▶ [Activity]
This exercise calls for every line of the data below with the string "turn" in it.

▶ [Dataset excerpts]
....
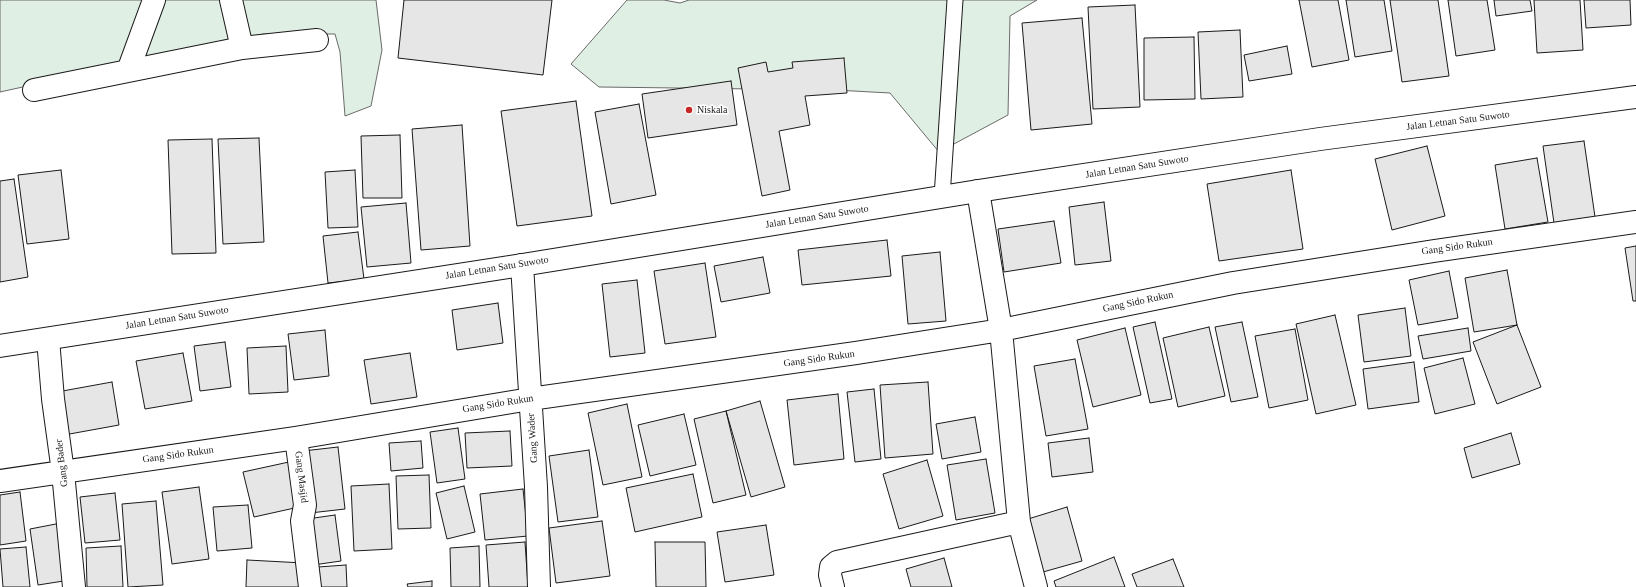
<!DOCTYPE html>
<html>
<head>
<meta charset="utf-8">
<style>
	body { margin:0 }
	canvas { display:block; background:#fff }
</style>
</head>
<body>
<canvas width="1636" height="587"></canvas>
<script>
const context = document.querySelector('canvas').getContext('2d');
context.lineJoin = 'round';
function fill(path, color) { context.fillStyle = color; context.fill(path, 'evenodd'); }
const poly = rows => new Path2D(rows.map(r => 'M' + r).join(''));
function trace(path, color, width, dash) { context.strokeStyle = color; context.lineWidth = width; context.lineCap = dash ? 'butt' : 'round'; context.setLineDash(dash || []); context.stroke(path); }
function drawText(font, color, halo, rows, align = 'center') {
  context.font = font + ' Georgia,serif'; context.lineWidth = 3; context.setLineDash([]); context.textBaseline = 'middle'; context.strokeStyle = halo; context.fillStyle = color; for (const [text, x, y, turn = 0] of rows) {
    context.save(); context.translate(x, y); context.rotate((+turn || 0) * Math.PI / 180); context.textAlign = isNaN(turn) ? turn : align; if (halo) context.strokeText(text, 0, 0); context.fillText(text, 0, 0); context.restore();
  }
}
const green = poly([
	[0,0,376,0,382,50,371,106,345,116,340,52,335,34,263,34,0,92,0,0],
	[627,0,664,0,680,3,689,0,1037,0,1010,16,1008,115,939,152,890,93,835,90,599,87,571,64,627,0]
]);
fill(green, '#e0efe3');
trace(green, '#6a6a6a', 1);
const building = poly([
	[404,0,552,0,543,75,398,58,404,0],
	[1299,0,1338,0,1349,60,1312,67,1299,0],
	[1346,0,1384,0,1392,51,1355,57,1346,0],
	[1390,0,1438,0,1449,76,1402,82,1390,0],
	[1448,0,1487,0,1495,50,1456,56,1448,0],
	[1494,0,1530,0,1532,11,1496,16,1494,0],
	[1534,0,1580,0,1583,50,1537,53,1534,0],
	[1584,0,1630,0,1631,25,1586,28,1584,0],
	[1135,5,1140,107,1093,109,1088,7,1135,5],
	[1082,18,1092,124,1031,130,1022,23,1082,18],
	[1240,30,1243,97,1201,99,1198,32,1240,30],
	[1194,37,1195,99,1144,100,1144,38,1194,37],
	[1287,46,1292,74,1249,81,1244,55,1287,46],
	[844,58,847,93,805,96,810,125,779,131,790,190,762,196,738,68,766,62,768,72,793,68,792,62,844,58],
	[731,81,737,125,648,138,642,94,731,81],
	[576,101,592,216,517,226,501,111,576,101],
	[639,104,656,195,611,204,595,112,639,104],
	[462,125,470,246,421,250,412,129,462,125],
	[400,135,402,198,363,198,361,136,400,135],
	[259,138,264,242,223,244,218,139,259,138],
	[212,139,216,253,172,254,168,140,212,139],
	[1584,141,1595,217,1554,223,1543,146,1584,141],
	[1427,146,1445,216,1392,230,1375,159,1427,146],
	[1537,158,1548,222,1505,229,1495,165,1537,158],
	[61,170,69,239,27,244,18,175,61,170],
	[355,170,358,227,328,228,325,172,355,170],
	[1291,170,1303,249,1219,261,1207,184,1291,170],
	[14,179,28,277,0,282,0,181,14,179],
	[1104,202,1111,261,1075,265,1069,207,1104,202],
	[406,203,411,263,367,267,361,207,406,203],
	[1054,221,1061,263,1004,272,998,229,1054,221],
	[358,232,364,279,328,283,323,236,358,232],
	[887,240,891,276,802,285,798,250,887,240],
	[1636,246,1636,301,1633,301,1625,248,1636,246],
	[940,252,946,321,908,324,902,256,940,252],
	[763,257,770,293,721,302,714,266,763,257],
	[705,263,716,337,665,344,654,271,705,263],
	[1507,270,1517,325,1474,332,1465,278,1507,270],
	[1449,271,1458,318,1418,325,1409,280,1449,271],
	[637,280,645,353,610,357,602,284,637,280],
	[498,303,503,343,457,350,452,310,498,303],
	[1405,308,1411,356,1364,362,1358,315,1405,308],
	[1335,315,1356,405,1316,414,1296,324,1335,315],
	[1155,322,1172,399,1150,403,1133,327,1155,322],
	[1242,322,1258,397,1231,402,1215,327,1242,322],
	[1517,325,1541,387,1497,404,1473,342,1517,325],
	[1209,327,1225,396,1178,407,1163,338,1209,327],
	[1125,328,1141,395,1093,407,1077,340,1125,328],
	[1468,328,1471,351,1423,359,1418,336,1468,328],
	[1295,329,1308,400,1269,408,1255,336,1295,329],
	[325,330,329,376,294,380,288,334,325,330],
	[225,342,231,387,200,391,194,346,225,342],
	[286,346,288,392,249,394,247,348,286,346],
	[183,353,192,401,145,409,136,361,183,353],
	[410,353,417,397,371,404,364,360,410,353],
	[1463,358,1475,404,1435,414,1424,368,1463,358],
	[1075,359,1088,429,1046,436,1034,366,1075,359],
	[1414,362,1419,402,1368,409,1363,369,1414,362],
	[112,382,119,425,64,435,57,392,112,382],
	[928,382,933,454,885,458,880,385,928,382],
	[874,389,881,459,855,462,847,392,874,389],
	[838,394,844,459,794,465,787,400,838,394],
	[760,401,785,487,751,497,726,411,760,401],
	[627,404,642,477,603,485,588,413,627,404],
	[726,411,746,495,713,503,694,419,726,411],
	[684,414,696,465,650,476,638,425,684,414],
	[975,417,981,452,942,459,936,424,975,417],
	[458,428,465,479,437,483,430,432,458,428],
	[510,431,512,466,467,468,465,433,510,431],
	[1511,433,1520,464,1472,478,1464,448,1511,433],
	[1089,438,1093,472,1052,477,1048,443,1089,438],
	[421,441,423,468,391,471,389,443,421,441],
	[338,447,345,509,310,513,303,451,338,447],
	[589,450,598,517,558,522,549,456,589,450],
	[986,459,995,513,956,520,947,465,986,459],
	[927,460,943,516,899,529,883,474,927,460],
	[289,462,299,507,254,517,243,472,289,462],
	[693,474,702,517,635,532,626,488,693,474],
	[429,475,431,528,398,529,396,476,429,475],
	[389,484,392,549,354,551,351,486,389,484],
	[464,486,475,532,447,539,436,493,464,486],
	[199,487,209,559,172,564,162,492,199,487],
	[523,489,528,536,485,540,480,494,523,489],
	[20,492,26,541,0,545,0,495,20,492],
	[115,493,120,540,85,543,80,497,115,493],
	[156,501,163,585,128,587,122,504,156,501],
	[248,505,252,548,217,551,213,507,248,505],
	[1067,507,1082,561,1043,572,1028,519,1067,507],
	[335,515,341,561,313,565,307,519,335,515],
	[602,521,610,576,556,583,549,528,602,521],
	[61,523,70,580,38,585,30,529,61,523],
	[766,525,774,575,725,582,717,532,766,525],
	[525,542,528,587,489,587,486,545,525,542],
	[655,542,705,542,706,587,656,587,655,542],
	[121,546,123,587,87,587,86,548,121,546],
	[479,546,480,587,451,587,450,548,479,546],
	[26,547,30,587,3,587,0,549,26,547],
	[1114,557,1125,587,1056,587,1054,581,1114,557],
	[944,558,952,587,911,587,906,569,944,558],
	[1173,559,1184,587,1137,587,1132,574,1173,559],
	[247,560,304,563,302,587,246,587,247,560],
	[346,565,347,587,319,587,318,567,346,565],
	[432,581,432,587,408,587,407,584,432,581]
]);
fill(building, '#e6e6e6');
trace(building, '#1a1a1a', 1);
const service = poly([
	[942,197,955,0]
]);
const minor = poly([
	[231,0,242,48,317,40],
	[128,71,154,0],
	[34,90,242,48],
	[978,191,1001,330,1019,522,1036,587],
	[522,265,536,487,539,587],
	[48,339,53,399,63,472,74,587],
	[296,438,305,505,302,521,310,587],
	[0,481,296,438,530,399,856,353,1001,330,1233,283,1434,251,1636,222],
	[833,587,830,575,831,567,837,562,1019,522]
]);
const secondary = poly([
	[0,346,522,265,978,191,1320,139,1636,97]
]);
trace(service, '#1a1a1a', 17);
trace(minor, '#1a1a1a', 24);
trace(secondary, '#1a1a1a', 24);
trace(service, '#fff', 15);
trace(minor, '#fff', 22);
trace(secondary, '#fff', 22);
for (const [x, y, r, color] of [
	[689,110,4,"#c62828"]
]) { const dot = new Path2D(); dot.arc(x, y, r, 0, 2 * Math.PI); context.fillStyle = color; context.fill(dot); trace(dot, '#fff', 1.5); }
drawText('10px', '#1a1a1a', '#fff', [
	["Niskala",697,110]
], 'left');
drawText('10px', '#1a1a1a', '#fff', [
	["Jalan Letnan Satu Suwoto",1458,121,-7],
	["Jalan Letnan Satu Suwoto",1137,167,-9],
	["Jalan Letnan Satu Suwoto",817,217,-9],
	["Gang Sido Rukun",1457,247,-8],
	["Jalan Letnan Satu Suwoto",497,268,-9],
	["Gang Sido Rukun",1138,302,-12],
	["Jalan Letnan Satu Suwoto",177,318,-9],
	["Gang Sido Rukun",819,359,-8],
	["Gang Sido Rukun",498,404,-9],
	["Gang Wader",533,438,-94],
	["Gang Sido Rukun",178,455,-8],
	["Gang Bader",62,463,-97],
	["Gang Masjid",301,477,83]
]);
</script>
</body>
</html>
....
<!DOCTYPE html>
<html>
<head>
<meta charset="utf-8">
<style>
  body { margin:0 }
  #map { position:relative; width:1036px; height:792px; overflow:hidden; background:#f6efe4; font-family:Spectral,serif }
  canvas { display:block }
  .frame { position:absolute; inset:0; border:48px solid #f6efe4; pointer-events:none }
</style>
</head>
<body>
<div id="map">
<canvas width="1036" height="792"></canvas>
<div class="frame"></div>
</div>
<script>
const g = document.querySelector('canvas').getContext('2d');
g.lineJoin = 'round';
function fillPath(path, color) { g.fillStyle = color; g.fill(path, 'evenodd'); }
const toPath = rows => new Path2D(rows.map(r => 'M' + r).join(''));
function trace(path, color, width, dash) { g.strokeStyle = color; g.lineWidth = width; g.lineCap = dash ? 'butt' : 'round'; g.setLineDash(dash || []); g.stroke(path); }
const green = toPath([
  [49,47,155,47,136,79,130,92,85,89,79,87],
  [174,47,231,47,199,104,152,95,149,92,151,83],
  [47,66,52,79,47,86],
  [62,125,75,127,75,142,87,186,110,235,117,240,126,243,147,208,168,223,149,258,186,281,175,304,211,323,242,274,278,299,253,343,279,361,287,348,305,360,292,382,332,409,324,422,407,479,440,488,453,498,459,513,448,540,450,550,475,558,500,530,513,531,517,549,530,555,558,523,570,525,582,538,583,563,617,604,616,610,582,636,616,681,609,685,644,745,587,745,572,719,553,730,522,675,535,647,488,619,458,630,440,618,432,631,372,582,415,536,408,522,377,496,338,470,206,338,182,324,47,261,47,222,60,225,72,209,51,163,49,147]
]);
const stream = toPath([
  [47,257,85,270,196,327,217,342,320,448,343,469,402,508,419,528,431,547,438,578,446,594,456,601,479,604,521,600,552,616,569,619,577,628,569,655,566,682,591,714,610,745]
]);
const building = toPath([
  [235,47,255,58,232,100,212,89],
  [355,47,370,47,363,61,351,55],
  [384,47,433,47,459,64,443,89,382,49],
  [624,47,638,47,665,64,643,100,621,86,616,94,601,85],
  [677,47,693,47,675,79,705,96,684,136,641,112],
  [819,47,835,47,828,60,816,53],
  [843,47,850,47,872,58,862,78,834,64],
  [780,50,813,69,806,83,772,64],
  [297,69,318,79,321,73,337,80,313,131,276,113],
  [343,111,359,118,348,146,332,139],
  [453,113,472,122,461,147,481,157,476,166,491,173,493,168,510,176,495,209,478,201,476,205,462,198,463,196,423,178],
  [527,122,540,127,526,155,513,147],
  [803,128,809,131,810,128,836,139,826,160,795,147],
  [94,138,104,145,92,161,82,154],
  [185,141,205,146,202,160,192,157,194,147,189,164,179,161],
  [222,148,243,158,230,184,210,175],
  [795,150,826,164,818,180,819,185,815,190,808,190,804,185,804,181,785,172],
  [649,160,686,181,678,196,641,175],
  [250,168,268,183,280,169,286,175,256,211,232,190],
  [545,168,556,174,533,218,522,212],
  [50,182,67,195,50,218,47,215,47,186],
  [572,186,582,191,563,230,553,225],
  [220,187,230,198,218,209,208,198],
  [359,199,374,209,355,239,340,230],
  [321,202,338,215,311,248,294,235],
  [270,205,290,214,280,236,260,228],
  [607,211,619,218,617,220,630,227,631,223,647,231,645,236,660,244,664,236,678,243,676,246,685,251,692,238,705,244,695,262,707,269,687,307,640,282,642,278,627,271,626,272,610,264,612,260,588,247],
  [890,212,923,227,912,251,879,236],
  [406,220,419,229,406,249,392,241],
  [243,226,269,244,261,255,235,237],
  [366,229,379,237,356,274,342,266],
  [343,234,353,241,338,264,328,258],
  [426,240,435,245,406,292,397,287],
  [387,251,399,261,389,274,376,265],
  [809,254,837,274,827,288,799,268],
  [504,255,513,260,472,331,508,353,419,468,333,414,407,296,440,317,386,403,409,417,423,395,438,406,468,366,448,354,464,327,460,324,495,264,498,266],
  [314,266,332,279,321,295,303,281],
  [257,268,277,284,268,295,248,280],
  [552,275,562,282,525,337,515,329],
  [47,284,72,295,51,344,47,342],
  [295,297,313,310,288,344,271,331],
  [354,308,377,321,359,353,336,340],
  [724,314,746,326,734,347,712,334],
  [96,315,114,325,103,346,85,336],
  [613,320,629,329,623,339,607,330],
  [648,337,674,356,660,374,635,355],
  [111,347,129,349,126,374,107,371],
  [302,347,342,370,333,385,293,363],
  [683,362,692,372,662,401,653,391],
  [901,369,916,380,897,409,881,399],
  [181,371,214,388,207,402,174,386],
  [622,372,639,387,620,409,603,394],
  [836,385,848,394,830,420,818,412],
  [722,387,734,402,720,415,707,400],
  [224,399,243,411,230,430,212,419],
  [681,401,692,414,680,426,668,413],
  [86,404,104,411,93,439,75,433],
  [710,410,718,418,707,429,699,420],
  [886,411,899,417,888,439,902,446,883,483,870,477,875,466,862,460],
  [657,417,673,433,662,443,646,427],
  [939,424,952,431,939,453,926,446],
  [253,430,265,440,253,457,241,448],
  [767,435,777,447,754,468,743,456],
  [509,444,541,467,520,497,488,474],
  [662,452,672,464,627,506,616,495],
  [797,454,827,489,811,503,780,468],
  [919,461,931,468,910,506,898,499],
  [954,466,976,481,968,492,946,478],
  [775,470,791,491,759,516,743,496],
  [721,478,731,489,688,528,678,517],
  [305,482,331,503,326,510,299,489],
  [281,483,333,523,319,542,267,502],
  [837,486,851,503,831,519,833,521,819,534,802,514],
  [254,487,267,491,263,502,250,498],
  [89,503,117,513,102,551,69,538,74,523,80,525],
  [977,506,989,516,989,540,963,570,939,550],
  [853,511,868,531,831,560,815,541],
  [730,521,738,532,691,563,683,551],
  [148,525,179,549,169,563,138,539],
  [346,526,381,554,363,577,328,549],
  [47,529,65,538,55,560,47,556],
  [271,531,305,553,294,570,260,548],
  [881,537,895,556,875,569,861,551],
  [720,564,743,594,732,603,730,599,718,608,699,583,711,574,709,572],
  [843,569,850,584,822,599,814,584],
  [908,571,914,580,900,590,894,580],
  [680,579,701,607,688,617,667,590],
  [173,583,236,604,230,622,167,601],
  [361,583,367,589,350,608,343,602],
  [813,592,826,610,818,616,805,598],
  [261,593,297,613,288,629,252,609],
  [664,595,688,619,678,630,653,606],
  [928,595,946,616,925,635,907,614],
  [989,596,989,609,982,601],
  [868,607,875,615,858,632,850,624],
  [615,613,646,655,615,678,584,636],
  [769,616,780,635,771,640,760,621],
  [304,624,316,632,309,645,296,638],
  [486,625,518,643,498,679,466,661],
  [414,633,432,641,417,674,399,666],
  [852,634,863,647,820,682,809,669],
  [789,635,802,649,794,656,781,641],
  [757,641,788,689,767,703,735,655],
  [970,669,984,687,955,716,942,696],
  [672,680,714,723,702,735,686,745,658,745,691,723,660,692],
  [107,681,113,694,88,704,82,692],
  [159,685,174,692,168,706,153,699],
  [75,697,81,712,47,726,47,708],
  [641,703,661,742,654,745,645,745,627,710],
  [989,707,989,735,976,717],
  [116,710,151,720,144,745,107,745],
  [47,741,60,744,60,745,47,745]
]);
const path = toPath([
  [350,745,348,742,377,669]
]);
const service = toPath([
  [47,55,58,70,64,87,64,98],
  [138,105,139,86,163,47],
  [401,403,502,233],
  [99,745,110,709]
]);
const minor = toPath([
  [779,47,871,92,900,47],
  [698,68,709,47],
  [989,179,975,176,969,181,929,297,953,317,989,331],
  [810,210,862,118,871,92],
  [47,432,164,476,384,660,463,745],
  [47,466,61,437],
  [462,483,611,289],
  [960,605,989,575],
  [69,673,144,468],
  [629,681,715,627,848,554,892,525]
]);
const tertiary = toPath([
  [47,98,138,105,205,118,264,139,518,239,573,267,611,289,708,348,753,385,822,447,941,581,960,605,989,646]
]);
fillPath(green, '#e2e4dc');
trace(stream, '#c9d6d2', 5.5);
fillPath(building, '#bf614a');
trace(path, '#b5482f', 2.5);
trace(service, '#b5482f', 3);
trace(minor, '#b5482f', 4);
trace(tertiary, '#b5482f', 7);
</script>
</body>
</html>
....
▶ [Answer to the exercise]
  context.font = font + ' Georgia,serif'; context.lineWidth = 3; context.setLineDash([]); context.textBaseline = 'middle'; context.strokeStyle = halo; context.fillStyle = color; for (const [text, x, y, turn = 0] of rows) {
    context.save(); context.translate(x, y); context.rotate((+turn || 0) * Math.PI / 180); context.textAlign = isNaN(turn) ? turn : align; if (halo) context.strokeText(text, 0, 0); context.fillText(text, 0, 0); context.restore();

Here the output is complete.